The Texas Supreme Court yesterday denied Samson Exploration’s petition for review, ending a long-fought fraud case against Samson that began in 2007. The case was before the Court for the second time; in its first opinion in 2015 the Supreme Court reversed a court of appeals’ judgment throwing out the Hooks’ $21 million judgment against Samson and remanded to the court of appeals for further proceedings. In 2016 the court of appeals affirmed all but $2.6 million of the judgment, leaving in place a judgment for $17.5 million plus interest.

The Hooks claimed damages resulting from Samson’s fraudulent misrepresentation of the location of a well it drilled adjacent to the Hooks’ property.  The Houston Court of Appeals’ first opinion in the case threw out the judgment because the Hooks’ claim was barred by limitations.  But one Justice on the court made clear that he was joining the majority only because he was bound to do so by the Supreme Court’s opinion in BP v. Marshall:

In that case, the Texas Supreme Court makes clear that no lies on the part of a lessee, however self-serving and egregious, are sufficient to toll limitations, as long as it is technically possible for the lessor to have discovered the lie by resort to the Railroad Commission records. This burden the Court imposes upon lessors is severe. It is now a lessor’s duty to presume that any statement made by its lessee is false and to ransack the esoteric and oft-changing records at the Railroad Commission to discover the truth or falsity of its lessee’s statements. If, as is often the case, these records are technical in nature and require expert review to ferret out the truth, it is the lessor’s job to hire experts out of its own pocket to perform such a review. If a lessor fails to take these steps, then it will have failed in exercising reasonable diligence to protect its mineral interests and, if the lessee’s fraud is successful for longer than the limitations period, the lessor’s claims will be barred by limitations.

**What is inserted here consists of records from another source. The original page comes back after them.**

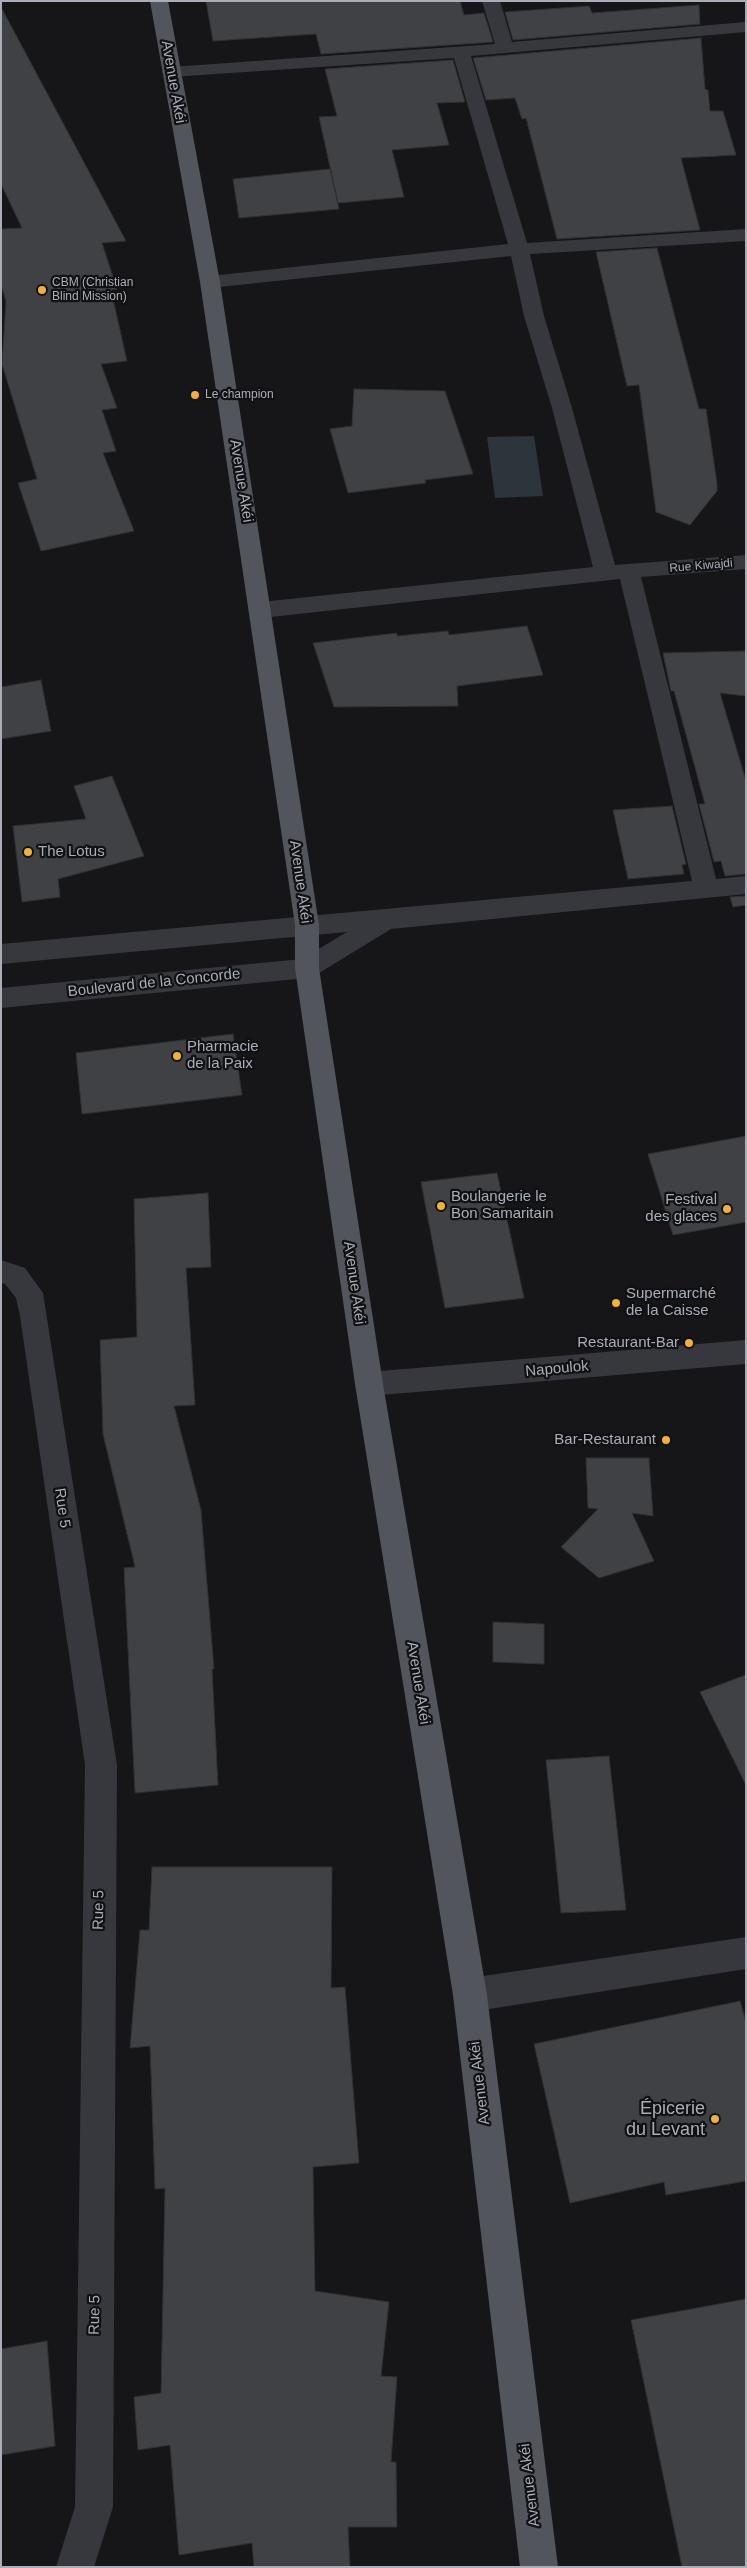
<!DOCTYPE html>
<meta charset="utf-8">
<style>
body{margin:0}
#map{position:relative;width:747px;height:2568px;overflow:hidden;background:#161618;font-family:Arial,sans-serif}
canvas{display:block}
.frame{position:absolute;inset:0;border:2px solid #a8adb8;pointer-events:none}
</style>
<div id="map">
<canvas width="747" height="2568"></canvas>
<div class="frame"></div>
</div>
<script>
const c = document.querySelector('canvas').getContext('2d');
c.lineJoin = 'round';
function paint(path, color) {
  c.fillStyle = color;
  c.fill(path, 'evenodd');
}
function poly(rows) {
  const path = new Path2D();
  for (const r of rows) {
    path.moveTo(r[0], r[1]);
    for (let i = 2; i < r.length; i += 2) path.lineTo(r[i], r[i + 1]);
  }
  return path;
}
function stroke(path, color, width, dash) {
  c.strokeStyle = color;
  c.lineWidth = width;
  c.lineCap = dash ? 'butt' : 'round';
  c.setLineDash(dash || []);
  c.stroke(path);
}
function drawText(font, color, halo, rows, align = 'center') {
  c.font = font + ' Arial,sans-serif';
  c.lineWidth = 4.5;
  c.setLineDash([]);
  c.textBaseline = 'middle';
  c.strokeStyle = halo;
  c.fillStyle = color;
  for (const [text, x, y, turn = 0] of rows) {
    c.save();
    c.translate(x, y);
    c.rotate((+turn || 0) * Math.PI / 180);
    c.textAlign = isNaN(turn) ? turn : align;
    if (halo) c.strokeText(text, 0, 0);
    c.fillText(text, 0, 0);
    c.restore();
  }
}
paint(poly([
 [534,436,543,496,495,498,487,437]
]), '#2c353c');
const building = poly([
 [206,1,460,1,464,15,484,13,493,42,321,54,316,34,213,41,206,1],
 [699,5,700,24,513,40,505,12,589,6,592,13,699,5],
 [1,7,126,241,102,243,117,289,111,290,127,361,101,364,117,408,102,410,116,451,103,453,134,531,41,551,18,483,37,479,2,364,6,301,1,284,1,229,22,228,1,184,1,7],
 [701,38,705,89,708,90,710,111,723,111,736,155,681,158,700,230,557,239,526,118,522,119,515,98,486,100,473,58,701,38],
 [453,60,465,102,437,103,449,145,392,150,404,197,338,203,319,117,337,116,325,69,453,60],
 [330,169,339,209,239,218,233,179,330,169],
 [657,248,699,409,706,409,717,483,717,491,690,525,656,512,639,385,627,386,596,252,657,248],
 [354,389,445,391,473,474,425,480,426,483,348,493,330,429,352,426,354,389],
 [527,626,543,675,457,686,458,706,334,707,313,643,397,633,397,636,448,631,449,635,527,626],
 [746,651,746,696,720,693,746,781,746,874,725,876,721,861,714,862,699,804,705,804,674,691,671,691,663,653,746,651],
 [41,680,51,731,1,739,1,687,41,680],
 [112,776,144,856,58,879,60,897,22,902,13,826,86,819,74,786,112,776],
 [672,806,686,864,682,865,684,874,628,879,613,810,672,806],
 [746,896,746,905,733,907,730,897,746,896],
 [233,1034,242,1095,82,1114,76,1053,233,1034],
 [746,1136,746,1222,673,1235,648,1154,746,1136],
 [497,1173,524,1298,445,1308,421,1182,497,1173],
 [208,1193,211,1267,186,1268,195,1405,174,1406,201,1510,214,1669,212,1669,218,1785,135,1793,124,1568,135,1567,103,1434,100,1340,137,1337,134,1199,208,1193],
 [586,1458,649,1458,653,1516,632,1513,654,1561,599,1578,561,1547,598,1509,588,1508,586,1458],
 [493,1622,544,1624,544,1664,493,1662,493,1622],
 [746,1675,746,1785,700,1692,746,1675],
 [609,1756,626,1910,561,1913,546,1760,609,1756],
 [152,1867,332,1867,331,1988,345,1987,359,2163,313,2167,315,2291,389,2302,381,2376,397,2377,391,2462,396,2462,397,2527,348,2527,350,2567,254,2567,252,2543,179,2555,170,2445,138,2450,134,2397,161,2393,165,2188,155,2189,150,2046,130,2048,140,1930,149,1930,152,1867],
 [740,2001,746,2022,746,2181,666,2195,664,2182,570,2203,534,2044,740,2001],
 [746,2299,746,2567,682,2567,631,2320,746,2299],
 [47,2341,55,2446,1,2455,1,2349,47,2341]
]);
paint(building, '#404145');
stroke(building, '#303034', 1);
paint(poly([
 [482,1,500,1,512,42,746,22,746,32,471,56,527,243,746,229,746,241,530,254,544,316,572,408,615,565,746,555,746,569,641,577,716,879,746,876,746,894,391,929,316,975,307,978,1,1008,1,988,302,959,347,932,1,964,1,944,692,881,620,579,261,618,253,615,250,610,253,605,261,602,593,567,552,408,524,316,511,256,210,288,203,286,200,282,203,278,210,276,508,244,454,58,171,77,165,76,162,72,165,68,171,67,495,44,482,1],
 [1,1260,25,1268,43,1293,117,1765,113,2507,94,2567,56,2567,75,2507,85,1765,20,1316,16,1298,5,1284,1,1283,1,1260],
 [746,1340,746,1364,369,1396,359,1393,355,1384,359,1375,369,1372,746,1340],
 [746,1937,746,1969,470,2012,458,2007,453,1995,458,1983,470,1978,746,1937]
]), '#37383d');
paint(poly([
 [150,1,168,1,220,282,319,925,319,968,383,1384,487,1995,558,2567,520,2567,453,1995,355,1384,295,968,295,925,200,282,150,1]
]), '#53555c');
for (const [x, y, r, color] of [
 [42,290,5,"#f2b134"],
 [195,395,5,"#f2b134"],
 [28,852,5,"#f2b134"],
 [177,1056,5,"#f2b134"],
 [441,1206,5,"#f2b134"],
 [727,1209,5,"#f2b134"],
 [616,1303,5,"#f2b134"],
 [689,1343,5,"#f2b134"],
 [666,1440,5,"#f2b134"],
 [715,2119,5,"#f2b134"]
]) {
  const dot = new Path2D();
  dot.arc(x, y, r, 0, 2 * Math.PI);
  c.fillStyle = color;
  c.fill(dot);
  stroke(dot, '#111113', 2);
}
drawText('12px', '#a8adb8', '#111113', [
 ["CBM (Christian",52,283],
 ["Blind Mission)",52,297],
 ["Le champion",205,395]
], 'left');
drawText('12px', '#a8adb8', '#111113', [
 ["Rue Kiwajdi",701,566,-5]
]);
drawText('15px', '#a8adb8', '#111113', [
 ["Avenue Akéi",173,82,80],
 ["Avenue Akéi",241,481,81],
 ["Avenue Akéi",300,882,82],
 ["Boulevard de la Concorde",154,983,-6],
 ["Avenue Akéi",354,1283,82],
 ["Napoulok",557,1369,-5],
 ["Rue 5",62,1508,82],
 ["Avenue Akéi",418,1683,81],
 ["Rue 5",99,1910,-89],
 ["Avenue Akéi",480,2083,-97],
 ["Rue 5",95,2315,-89],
 ["Avenue Akéi",530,2485,-97]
]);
drawText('15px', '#a8adb8', '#111113', [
 ["The Lotus",38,852],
 ["Pharmacie",187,1047],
 ["de la Paix",187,1064],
 ["Boulangerie le",451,1197],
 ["Bon Samaritain",451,1214],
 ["Festival",717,1200,"right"],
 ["des glaces",717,1217,"right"],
 ["Supermarché",626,1294],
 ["de la Caisse",626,1311],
 ["Restaurant-Bar",679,1343,"right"],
 ["Bar-Restaurant",656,1440,"right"]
], 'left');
drawText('18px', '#a8adb8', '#111113', [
 ["Épicerie",705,2109],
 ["du Levant",705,2130]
], 'right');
</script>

In its decision, the Supreme Court distinguished its earlier rulings in BP v. Marshall and Shell v. Ross. Samson had filed conflicting records at the RRC as to the offending well’s location, at least one of which was clearly false. The Court said:

We hold that when the defendant’s fraudulent misrepresentations extend to the Railroad Commission record itself, earlier inconsistent filings cannot be used to establish, as a matter of law, that reasonable diligence was not exercised. Under these circumstances, reasonable diligence remains a fact question. The factfinder, no doubt, may consider the failure to examine older records when determining whether reasonable diligence was exercised, but their availability is not enough to establish that reasonable diligence was not exercised as a matter of law.

The Supreme Court then remanded to the court of appeals to decide whether the jury’s verdict was “against the great weight and preponderance of the evidence.”  On remand, the court of appeals found that there was sufficient evidence to support the fraud verdict. Samson then sought review by the Supreme Court, and the Court requested that the parties file briefs on the merits, usually an indication that the Court will agree to hear the case. But yesterday the Court denied Samson’s petition for review.

Pat Lochridge of the McGinnis Lochridge firm in Austin, one of the premier oil and gas litigators in Texas and a great human being, tried the case for the Hooks. Unfortunately, Pat died last year from cancer, before he could know the final outcome of his case.  I intend to raise a glass tonight in honor of Pat’s victory.